Task item
Return, word for word, every entry in the listing below, but not its images.

BEGIN Supplied records

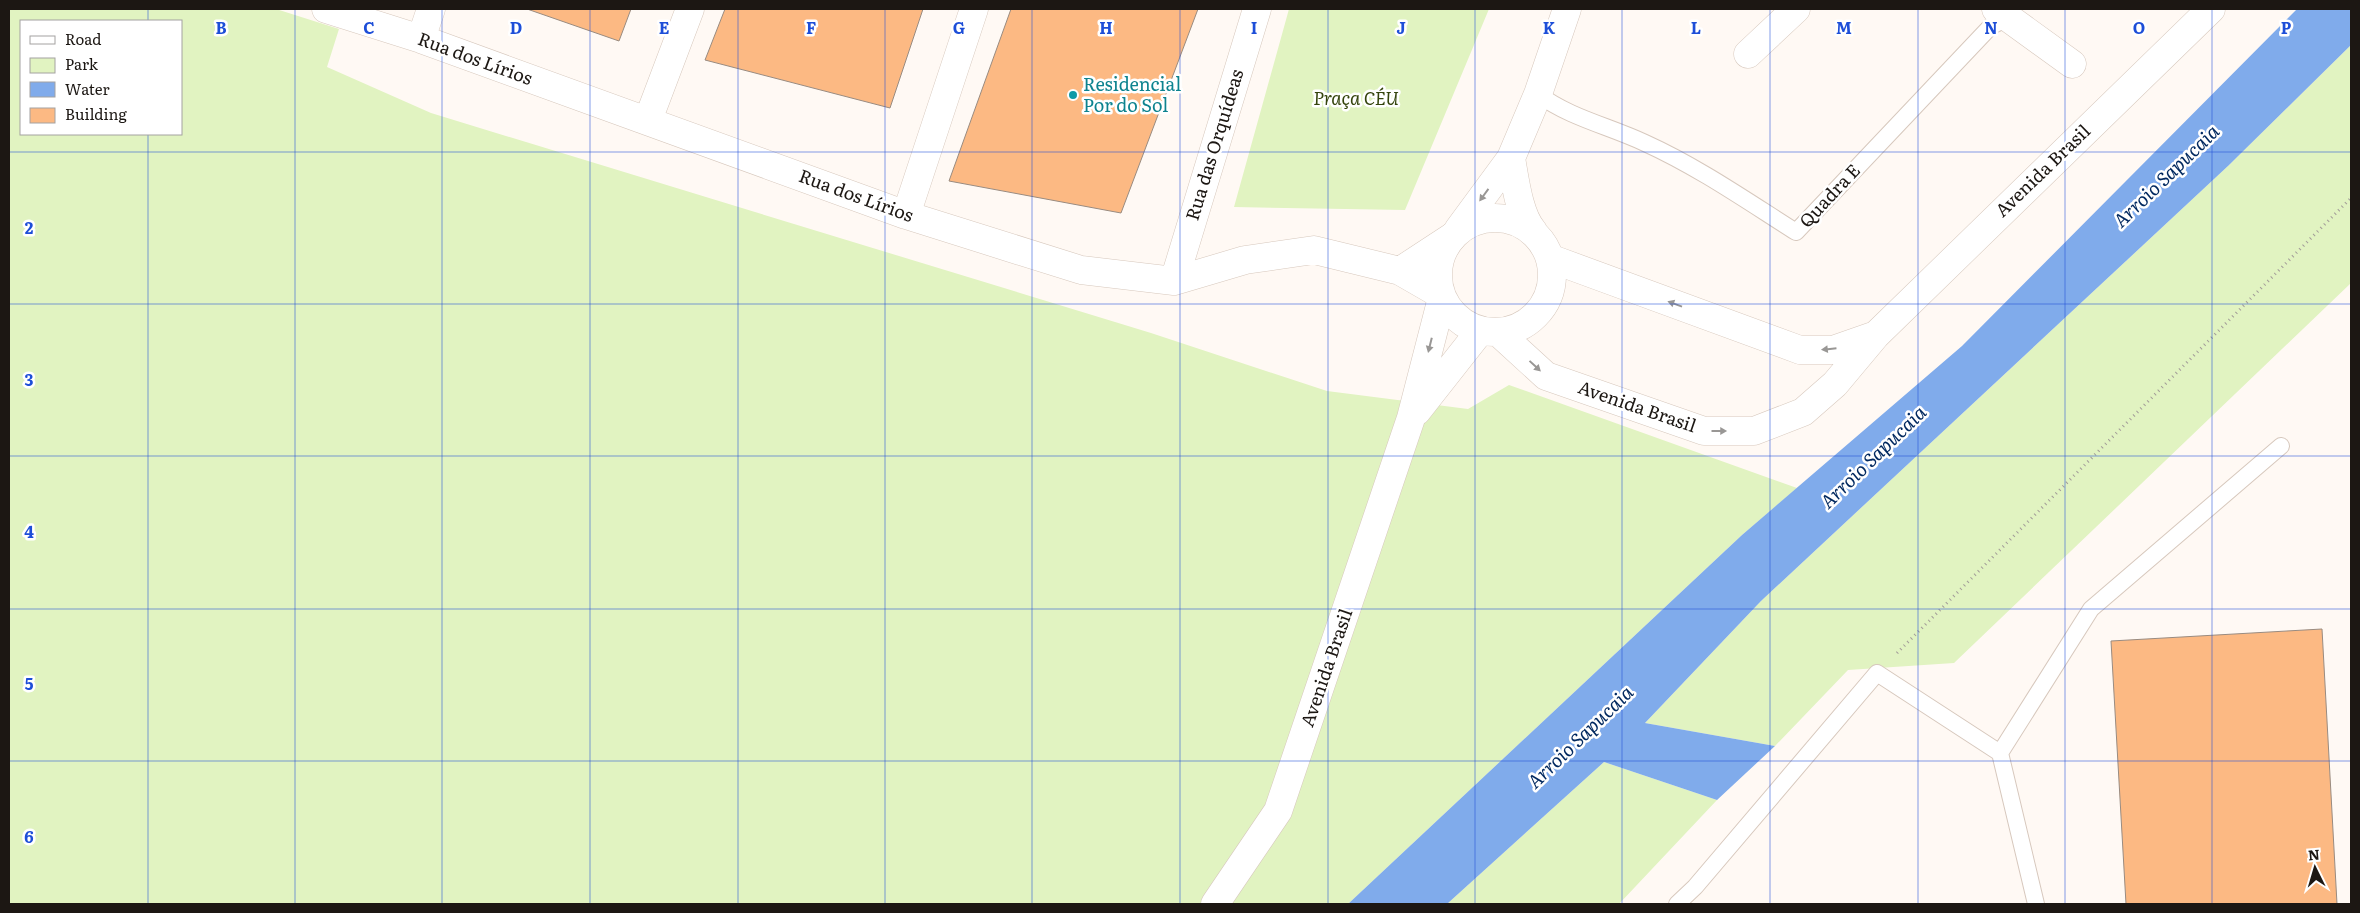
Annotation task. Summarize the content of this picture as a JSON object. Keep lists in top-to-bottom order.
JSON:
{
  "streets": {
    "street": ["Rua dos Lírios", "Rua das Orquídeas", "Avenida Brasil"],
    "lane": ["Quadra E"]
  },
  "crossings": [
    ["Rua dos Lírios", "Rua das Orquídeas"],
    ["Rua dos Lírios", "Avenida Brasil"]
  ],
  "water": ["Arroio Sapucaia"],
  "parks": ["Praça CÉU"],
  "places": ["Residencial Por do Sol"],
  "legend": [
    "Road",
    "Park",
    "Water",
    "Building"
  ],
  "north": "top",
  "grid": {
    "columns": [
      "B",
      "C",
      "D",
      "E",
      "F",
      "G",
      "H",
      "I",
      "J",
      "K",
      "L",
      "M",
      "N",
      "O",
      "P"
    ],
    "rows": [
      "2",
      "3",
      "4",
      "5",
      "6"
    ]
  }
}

END Supplied records

Exercise response
Annotation task. Summarize the content of this picture as a JSON object. Keep lists in top-to-bottom order.
JSON:
{
  "streets": {
    "street": ["Rua dos Lírios", "Rua das Orquídeas", "Avenida Brasil"],
    "lane": ["Quadra E"]
  },
  "crossings": [
    ["Rua dos Lírios", "Rua das Orquídeas"],
    ["Rua dos Lírios", "Avenida Brasil"]
  ],
  "water": ["Arroio Sapucaia"],
  "parks": ["Praça CÉU"],
  "places": ["Residencial Por do Sol"],
  "legend": [
    "Road",
    "Park",
    "Water",
    "Building"
  ],
  "north": "top",
  "grid": {
    "columns": [
      "B",
      "C",
      "D",
      "E",
      "F",
      "G",
      "H",
      "I",
      "J",
      "K",
      "L",
      "M",
      "N",
      "O",
      "P"
    ],
    "rows": [
      "2",
      "3",
      "4",
      "5",
      "6"
    ]
  }
}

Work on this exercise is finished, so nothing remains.